Senator Scott is reported to have said that “Any country that requests medical assistance from Cuba is aiding their human trafficking efforts”, because, in his view, Cuban medical personnel sent abroad are “forced labour”. Caribbean countries have had no experience that substantiates this opinion. Indeed, Cuban medical personnel have conducted themselves with professionalism, integrating well with local medical teams, and passing on their knowledge and experience.
Caribbean countries have no basis for believing that the medical personnel are “forced labour”. But, if the government of any country believes this claim to be true, there are international bodies to which it can be taken, and evidence proffered in support of a decision to uphold the allegation. Caribbean representatives would have encouraged the Senators to pursue such a definitive course of action, which all governments would have respected. One attempt to internationalise this claim by a private European-funded group came to nothing.

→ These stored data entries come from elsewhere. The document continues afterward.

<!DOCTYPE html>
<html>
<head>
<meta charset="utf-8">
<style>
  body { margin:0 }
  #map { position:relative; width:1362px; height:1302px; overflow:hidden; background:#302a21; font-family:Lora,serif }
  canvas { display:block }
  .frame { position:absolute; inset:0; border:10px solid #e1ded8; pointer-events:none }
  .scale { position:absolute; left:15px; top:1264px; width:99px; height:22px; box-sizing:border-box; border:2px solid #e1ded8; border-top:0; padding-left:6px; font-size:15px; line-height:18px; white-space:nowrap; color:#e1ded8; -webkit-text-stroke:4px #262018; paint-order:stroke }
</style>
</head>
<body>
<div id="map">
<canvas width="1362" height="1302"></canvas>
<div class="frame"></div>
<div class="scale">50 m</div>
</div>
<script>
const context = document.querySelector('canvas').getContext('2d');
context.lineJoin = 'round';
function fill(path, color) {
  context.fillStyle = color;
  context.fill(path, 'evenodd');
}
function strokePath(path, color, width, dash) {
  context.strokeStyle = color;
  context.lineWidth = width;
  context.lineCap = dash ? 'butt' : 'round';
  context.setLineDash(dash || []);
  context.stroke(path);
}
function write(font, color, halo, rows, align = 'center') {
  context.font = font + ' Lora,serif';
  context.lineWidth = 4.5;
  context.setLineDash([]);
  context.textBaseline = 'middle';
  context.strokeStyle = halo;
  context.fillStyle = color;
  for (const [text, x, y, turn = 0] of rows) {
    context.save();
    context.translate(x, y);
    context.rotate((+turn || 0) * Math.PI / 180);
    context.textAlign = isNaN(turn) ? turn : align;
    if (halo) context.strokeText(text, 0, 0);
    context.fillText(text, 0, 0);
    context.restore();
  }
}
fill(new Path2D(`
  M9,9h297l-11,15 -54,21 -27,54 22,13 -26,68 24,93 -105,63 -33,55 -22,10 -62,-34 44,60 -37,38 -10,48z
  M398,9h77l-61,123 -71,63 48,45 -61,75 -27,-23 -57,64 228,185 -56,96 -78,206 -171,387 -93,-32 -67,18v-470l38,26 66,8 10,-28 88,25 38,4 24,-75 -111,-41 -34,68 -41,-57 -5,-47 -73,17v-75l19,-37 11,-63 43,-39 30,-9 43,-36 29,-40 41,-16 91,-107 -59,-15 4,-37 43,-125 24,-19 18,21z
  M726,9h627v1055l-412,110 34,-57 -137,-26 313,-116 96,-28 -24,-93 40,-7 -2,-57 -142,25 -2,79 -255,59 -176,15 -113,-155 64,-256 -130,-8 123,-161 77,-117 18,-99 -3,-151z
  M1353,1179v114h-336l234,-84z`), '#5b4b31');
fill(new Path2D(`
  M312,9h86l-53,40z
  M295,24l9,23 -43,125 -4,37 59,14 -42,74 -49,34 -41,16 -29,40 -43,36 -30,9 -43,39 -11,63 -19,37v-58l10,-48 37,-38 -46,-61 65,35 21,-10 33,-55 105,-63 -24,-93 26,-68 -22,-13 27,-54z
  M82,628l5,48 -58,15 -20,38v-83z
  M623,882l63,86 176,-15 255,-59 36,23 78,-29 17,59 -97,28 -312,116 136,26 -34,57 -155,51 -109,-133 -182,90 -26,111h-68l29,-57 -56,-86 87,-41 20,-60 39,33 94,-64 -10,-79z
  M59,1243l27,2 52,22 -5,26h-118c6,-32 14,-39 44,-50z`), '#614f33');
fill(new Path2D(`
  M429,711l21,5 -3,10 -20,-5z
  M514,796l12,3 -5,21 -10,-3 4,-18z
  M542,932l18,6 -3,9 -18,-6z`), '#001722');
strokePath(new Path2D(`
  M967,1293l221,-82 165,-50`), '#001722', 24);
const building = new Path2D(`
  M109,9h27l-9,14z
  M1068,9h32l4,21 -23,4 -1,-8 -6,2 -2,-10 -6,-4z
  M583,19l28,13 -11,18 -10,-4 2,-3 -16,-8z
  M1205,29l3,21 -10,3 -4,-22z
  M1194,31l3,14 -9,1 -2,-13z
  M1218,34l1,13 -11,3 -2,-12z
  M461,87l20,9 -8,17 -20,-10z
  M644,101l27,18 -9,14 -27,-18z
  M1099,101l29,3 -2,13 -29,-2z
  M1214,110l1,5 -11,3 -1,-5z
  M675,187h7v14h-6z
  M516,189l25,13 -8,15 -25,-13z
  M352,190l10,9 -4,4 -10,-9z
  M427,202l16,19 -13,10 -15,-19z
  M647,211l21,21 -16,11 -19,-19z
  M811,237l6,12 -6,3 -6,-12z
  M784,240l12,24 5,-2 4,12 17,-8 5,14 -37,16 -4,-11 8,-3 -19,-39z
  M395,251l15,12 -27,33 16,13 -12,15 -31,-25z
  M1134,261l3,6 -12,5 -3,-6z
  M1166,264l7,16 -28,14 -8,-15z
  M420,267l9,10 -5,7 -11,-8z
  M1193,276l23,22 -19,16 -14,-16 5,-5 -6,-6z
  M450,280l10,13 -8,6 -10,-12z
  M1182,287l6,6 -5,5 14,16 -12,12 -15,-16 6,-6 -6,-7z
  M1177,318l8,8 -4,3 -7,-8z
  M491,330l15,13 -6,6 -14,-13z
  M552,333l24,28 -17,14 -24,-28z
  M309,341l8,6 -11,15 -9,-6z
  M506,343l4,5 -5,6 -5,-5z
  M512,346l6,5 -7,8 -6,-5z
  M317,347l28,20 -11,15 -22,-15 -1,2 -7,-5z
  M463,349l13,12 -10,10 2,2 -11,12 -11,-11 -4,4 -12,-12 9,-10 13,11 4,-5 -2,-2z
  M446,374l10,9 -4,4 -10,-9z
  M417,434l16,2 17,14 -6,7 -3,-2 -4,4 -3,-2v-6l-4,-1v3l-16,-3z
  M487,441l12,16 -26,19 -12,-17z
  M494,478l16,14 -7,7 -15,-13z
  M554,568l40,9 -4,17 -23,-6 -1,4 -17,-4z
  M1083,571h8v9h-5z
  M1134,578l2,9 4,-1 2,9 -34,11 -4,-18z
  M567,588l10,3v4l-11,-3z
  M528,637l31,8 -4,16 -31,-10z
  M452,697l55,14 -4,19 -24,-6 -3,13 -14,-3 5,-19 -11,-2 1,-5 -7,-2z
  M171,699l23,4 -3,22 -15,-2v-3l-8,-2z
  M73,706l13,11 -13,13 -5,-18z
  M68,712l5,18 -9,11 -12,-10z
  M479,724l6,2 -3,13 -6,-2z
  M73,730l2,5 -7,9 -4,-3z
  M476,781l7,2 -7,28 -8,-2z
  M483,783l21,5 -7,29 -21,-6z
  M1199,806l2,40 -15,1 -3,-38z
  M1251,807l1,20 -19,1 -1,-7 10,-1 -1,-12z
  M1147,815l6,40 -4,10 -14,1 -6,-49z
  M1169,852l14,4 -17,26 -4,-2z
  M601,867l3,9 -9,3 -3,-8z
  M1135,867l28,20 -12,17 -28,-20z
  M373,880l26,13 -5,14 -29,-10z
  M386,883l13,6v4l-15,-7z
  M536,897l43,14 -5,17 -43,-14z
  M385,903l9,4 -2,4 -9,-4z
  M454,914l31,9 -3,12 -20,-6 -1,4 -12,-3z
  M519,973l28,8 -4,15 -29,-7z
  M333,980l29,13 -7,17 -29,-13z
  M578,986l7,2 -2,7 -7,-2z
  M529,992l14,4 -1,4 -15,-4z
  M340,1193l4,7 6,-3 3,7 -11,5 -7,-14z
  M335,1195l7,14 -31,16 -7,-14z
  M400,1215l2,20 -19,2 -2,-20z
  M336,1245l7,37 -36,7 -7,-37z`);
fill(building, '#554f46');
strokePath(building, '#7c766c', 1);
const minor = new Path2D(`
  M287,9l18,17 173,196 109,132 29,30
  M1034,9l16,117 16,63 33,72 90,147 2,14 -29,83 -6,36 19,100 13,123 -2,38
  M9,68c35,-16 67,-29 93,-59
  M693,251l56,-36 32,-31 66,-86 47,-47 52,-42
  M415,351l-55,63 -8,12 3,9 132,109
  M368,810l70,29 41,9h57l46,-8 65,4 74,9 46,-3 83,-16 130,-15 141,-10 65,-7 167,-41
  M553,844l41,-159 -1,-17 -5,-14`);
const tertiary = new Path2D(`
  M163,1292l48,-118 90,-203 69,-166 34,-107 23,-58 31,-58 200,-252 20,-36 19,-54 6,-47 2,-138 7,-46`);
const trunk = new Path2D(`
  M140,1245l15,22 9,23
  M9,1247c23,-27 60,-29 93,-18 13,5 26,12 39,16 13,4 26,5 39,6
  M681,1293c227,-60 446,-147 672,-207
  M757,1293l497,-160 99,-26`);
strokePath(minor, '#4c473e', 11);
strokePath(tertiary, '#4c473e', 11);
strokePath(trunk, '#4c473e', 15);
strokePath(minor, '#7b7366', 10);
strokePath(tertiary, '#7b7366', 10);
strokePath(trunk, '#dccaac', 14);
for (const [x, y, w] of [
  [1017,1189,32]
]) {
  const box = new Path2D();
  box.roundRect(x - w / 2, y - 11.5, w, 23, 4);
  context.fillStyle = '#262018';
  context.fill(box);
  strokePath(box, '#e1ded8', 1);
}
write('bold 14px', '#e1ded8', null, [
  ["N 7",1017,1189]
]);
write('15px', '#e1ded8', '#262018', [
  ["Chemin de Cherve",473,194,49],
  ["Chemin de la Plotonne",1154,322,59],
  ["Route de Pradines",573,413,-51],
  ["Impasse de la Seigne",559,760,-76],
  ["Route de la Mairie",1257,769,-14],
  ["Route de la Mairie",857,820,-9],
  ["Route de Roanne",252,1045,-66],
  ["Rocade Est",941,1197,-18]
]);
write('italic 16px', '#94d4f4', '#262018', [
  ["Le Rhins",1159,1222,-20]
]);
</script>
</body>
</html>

Had they had the chance to do so, Caribbean representatives would have reminded the three Senators that COVID-19, in addition to being a public health emergency, is wrecking the economies of Caribbean countries, some more severely than others but all without exception. They are now confronted with their greatest economic challenge. Government revenues have dropped drastically, expenditures have increased extraordinarily, and employment and poverty are expanding rapidly. In all this, there has been a poor response from richer countries that could have helped.
The Caribbean needed to get COVID-19 under control not only to save lives in their communities but also to salvage their economic prospects, now and in the future.
Cuba has provided Caribbean countries with medical assistance for over 30 years; the present contingent of Cuban personnel is not a new development. These arrangements have been formally negotiated and set out in contracts. Further, Caribbean governments have knowledge of the circumstances of Cuban medical personnel because, for three decades, Caribbean doctors have trained in Cuba on scholarships that richer neighbouring states have not offered.
Until and unless other governments step up to help, Caribbean governments will be constrained to get assistance from where they can, including Cuba.
The Senators would also have been advised that most Caribbean countries have worked closely and well with the US government to curb human trafficking. An attempt to mar this cooperative work by introducing a political dimension to it – particularly a very narrow one – would be tragic.
The hemisphere – like the rest of the world – needs cooperation in improving the human condition; what it does not need is coercion for political purposes.
A Caribbean conversation with the Senators would be welcome.